The powerful radio telescopes that make up ALMA offer astronomers a chance to peek at cosmic phenomena that are normally invisible. By detecting light with very short wavelengths, in the millimeter and submillimeter range, ALMA can spot the clouds of gas and dust where new stars are form, as well as the disks of debris around stare where planets are born.
The new ALMA observations of HD 142527 found that the star is surrounded by cosmic dust that could be smashing together to form planets. Especially encouraging is a bright "knot" in on the northern side of this disk — a submillimeter emission that is 30 times stronger than the southern side emission.
"We are very surprised at the brightness of the northern side," Misato Fukagawa, an assistant professor at Osaka University, said in a statement. "I have never seen such a bright knot in such a distant position. This strong submillimeter emission can be interpreted as an indication that large amount of material is accumulated in this position. When a sufficient amount of material is accumulated, planets or comets can be formed here."
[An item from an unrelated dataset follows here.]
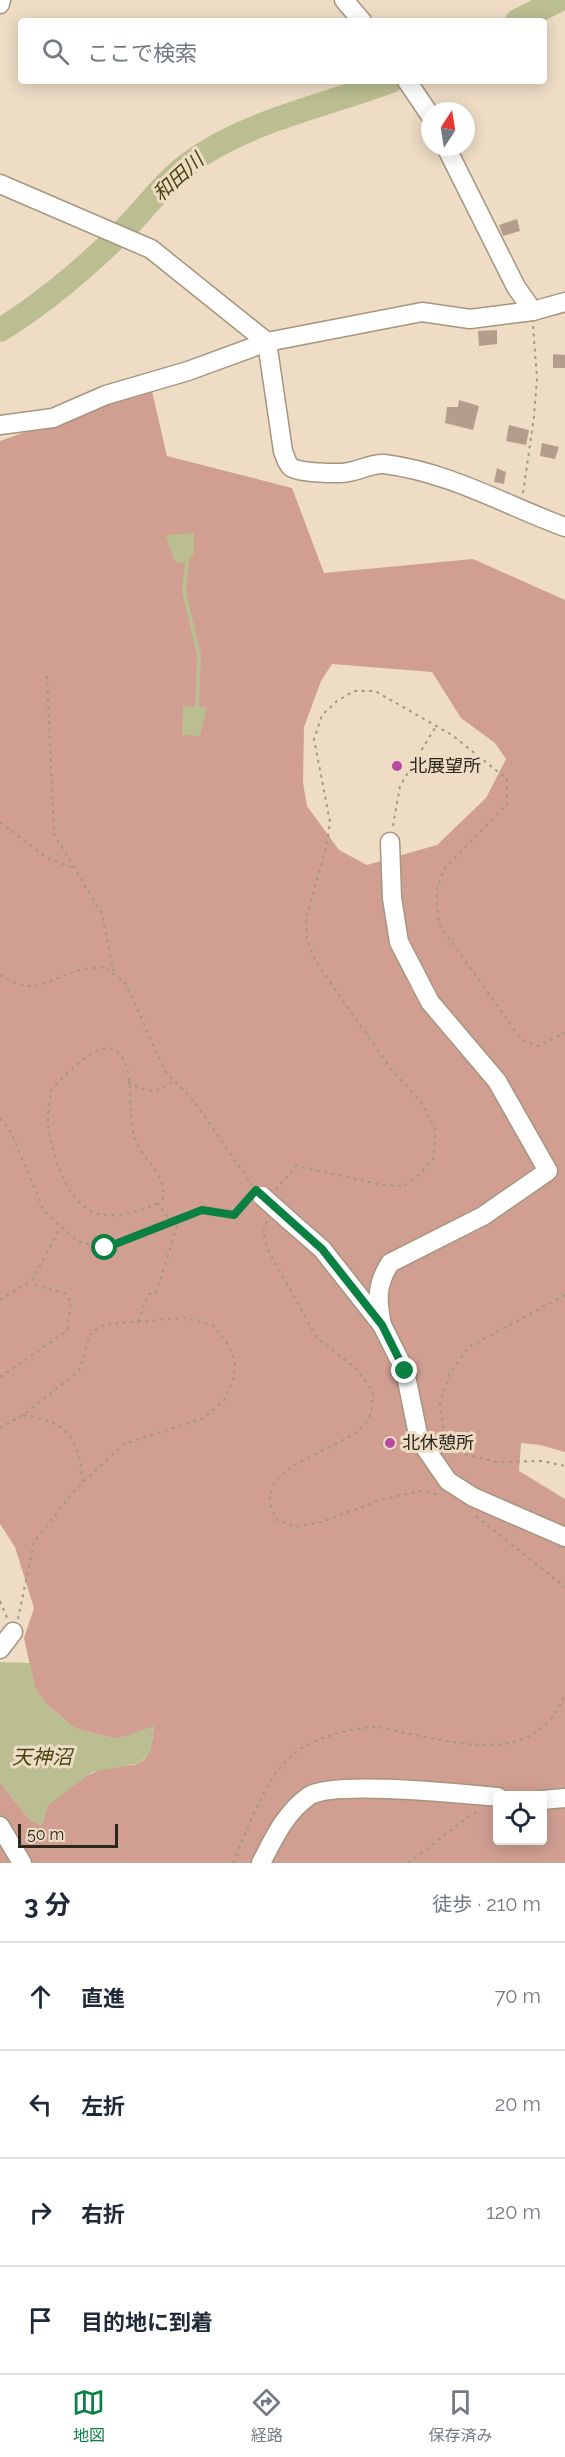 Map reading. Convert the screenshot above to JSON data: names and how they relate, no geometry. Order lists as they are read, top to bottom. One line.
{"water":["和田川","天神沼"],"places":["北展望所","北休憩所"],"scale_bar":"50 m","north":"top","page":{"search":"ここで検索","scale":"50 m","heading":["3 分","徒歩 · 210 m"],"list":[["直進","70 m"],["左折","20 m"],["右折","120 m"],"目的地に到着"],"nav":["地図","経路","保存済み"]}}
Fukagawa and colleagues believe that if the ring has a ratio of dust to gas (1 to 100) comparable to other solar systems, then giant gas planets several times more massive than Jupiter could be forming in the disk. But if this dense knot in the ring has a higher ratio of dust, it could spawn a "dust trap" that gives rise to Earth-like rocky planets and small bodies like comets.
In any case, the solar system HD "offers a rare opportunity for us to directly observe the critical moment of planet formation and can provide new insights into the origin of wide-orbit planetary bodies," the scientists wrote in their paper posted on the preprint service ArXiv.org.
The scientists say they hope to get more precise measurements of the amount of gas in the disk to identify what kinds of planets might be forming around the baby star. They also hope ALMA can help them spot even more planet-forming disks around other stars.
"HD 142527 is a peculiar object, as far as our limited knowledge goes," Fukagawa added. "Our final goal is to reveal the major physical process which controls the formation of planets. To achieve this goal, it is important to obtain a comprehensive view of the planet formation through observations of many protoplanetary disks."